Re: asynchronous and vectorized execution - Mailing list pgsql-hackers

From Amit Khandekar
Subject Re: asynchronous and vectorized execution
Date
Msg-id CAJ3gD9cN6dj8+jYES0M7MZ1pZdj4x6L5NVgw1aUwoShpJ1WhTw@mail.gmail.com
Whole thread Raw
In response to asynchronous and vectorized execution  (Robert Haas <robertmhaas@gmail.com>)
Responses Re: asynchronous and vectorized execution
List pgsql-hackers
We may also want to consider handling abstract events such as "tuples-are-available-at-plan-node-X".

One benefit is : we can combine this with batch processing. For e.g. in case of an Append node containing foreign scans, its parent node may not want to process the Append node result until Append is ready with at least 1000 rows. In that case, Append node needs to raise an event "n-tuples-are-ready"; we cannot just rely on fd-ready events. fd-ready event will wake up the foreign scan, but it may not eventually cause its parent Append node to in turn wake up it's parent. 

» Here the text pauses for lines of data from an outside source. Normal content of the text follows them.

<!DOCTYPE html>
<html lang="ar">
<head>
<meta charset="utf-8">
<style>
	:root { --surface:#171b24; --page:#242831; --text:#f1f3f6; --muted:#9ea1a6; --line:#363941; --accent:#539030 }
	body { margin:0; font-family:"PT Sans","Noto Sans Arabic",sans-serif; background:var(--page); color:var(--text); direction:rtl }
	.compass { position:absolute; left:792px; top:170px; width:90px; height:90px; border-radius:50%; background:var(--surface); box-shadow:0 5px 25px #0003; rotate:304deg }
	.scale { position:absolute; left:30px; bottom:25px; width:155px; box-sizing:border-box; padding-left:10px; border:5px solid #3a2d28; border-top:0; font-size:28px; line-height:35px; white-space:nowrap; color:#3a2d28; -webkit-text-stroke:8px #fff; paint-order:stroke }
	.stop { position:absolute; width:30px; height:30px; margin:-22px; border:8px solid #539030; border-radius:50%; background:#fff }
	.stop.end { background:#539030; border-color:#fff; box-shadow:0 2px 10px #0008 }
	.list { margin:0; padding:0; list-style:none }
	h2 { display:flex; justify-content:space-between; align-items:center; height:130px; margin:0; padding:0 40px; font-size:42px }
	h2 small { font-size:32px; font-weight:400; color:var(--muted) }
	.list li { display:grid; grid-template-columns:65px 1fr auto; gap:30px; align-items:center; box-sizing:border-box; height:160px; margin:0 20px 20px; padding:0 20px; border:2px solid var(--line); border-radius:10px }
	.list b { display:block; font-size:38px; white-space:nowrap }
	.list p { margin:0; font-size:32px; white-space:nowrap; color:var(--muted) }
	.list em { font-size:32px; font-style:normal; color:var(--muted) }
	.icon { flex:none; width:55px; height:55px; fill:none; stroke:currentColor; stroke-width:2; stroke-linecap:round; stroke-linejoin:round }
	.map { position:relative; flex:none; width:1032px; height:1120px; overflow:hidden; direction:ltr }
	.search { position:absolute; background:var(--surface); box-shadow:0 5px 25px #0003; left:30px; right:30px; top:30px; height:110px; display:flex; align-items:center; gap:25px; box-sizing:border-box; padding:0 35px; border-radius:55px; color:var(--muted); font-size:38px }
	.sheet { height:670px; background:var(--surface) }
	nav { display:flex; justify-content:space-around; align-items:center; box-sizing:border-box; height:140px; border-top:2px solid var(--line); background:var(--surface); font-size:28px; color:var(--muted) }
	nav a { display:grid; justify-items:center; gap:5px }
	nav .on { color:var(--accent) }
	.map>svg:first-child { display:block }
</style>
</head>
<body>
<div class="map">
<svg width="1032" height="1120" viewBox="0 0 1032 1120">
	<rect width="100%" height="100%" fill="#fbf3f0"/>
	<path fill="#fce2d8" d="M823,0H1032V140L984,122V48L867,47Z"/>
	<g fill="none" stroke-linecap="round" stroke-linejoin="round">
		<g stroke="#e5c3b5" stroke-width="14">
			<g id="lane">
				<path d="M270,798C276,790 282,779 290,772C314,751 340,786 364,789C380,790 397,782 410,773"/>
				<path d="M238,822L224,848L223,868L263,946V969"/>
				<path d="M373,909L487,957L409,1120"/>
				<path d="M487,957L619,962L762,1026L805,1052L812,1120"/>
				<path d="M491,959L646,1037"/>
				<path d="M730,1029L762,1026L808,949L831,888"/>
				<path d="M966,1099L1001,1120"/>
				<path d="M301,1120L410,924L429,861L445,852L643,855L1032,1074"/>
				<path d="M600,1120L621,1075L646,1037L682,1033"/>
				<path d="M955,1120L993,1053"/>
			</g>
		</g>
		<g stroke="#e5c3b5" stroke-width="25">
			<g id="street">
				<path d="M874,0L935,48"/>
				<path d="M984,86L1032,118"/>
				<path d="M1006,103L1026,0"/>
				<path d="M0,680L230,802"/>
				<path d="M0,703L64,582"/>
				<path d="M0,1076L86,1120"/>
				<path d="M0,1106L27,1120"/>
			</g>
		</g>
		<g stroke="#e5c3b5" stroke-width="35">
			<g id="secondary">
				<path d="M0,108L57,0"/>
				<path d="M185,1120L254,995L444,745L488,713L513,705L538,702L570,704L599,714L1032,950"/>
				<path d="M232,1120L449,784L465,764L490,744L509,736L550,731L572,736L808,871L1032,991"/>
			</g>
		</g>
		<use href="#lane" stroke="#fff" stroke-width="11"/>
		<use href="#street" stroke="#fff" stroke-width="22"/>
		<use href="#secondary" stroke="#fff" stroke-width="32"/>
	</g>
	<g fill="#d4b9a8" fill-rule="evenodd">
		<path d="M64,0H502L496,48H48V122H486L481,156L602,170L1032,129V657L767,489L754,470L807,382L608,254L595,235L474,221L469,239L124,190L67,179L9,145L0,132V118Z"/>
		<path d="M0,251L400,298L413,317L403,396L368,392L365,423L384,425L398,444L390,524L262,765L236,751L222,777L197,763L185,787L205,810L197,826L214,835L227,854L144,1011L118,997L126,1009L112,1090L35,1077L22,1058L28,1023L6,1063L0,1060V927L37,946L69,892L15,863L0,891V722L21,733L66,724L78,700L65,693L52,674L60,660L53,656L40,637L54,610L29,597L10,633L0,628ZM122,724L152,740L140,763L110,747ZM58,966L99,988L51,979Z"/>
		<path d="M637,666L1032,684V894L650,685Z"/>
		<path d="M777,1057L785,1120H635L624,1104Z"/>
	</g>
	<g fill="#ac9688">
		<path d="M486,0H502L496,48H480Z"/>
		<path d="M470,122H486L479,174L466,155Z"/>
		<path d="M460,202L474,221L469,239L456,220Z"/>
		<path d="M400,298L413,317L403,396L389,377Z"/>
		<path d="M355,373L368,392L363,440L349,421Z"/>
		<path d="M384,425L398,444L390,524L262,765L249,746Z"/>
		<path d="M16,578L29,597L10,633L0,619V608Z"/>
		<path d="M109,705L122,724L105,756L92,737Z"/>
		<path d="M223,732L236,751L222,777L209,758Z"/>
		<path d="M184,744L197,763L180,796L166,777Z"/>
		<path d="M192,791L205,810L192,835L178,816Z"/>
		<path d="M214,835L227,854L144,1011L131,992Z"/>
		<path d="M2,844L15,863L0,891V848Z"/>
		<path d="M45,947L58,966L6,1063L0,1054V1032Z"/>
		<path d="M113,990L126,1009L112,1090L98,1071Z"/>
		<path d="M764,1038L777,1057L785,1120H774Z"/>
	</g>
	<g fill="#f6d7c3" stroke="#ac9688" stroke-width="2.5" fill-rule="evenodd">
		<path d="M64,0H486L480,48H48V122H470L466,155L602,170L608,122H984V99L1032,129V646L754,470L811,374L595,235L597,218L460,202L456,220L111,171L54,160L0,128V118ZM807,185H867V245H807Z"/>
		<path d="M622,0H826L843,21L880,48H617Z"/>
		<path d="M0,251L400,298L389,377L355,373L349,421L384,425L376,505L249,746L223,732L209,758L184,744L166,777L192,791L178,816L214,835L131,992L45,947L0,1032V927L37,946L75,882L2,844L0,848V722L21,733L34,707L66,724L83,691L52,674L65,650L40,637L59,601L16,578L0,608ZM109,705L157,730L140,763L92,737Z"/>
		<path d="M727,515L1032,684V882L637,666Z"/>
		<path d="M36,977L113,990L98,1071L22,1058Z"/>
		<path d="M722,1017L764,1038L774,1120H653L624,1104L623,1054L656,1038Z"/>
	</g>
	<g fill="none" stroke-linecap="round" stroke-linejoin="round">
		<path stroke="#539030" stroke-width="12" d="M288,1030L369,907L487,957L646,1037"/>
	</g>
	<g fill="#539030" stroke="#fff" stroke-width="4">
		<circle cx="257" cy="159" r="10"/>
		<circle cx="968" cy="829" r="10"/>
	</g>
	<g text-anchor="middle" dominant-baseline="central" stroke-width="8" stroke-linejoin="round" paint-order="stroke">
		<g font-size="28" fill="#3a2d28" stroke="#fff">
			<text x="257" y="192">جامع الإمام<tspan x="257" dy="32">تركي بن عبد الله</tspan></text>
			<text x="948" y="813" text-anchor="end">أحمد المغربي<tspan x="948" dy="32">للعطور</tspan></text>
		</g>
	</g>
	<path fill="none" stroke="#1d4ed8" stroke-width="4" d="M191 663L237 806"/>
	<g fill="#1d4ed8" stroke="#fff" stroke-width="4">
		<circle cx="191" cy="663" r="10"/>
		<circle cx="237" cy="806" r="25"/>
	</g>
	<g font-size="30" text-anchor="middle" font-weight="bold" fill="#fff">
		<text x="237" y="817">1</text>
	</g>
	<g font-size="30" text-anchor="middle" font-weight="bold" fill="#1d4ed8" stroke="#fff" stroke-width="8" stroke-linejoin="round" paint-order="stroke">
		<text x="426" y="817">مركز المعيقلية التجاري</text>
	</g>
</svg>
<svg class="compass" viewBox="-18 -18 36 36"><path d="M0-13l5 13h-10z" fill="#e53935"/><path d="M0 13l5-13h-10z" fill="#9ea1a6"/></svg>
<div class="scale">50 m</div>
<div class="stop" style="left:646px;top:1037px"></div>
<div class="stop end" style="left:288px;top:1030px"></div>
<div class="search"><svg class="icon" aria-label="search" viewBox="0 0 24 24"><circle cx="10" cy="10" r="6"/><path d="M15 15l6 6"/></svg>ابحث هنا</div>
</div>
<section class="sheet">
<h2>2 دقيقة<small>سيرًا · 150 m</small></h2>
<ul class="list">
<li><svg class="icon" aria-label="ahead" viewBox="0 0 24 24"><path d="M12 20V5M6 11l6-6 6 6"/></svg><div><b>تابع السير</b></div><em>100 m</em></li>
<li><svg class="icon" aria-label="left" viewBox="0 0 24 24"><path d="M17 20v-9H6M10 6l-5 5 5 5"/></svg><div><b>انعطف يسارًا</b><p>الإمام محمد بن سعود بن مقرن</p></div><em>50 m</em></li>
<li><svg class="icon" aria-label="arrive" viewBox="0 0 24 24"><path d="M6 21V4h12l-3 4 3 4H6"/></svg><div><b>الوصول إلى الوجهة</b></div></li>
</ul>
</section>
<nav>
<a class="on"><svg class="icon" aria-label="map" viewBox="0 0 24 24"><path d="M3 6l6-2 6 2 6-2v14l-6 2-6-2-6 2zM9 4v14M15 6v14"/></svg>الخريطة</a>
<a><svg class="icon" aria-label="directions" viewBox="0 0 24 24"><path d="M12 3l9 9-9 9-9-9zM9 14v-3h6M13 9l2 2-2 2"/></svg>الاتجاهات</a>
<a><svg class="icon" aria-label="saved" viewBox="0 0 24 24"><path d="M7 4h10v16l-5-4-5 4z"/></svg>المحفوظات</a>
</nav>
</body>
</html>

Other benefit (which I am not sure how significant it is) is this part of the event : "at-plan-node-X". For e.g., for an Append node having 10 foreign scans, when a foreign scan wakes up and becomes ready with tuple(s), it's parent node (i.e. Append) will be executed. But it would speed up things if it knows which of it's foreign scan nodes are ready. From Robert's prototype, I can see that it can find that out by checking the result_ready field of each foreign scan plan state. But if it knows from the event that the node-X is the one who is ready, it can directly take tuples from there. Another thing is, we may want to give the Append node a chance to know all those nodes that are ready, instead of just one node.

How we can do this event abstraction is the other question. We can have one latch for each of the event, and each node would raise its own event by setting the corresponding latch. But I am not sure about latches within a single process as against one process waking up another process. Or else, some internal event structures needs to be present (in estate ?), which then ExecProcNode would use when it does the event looping to wake up (i.e. execute) required nodes.

Also, the WaitEvent.user_data field can have some more info besides the plan state. It can have its parent PlanState stored, so that we don't have to have parent field in plan state. It also can have some more data such as "n-tuples-available".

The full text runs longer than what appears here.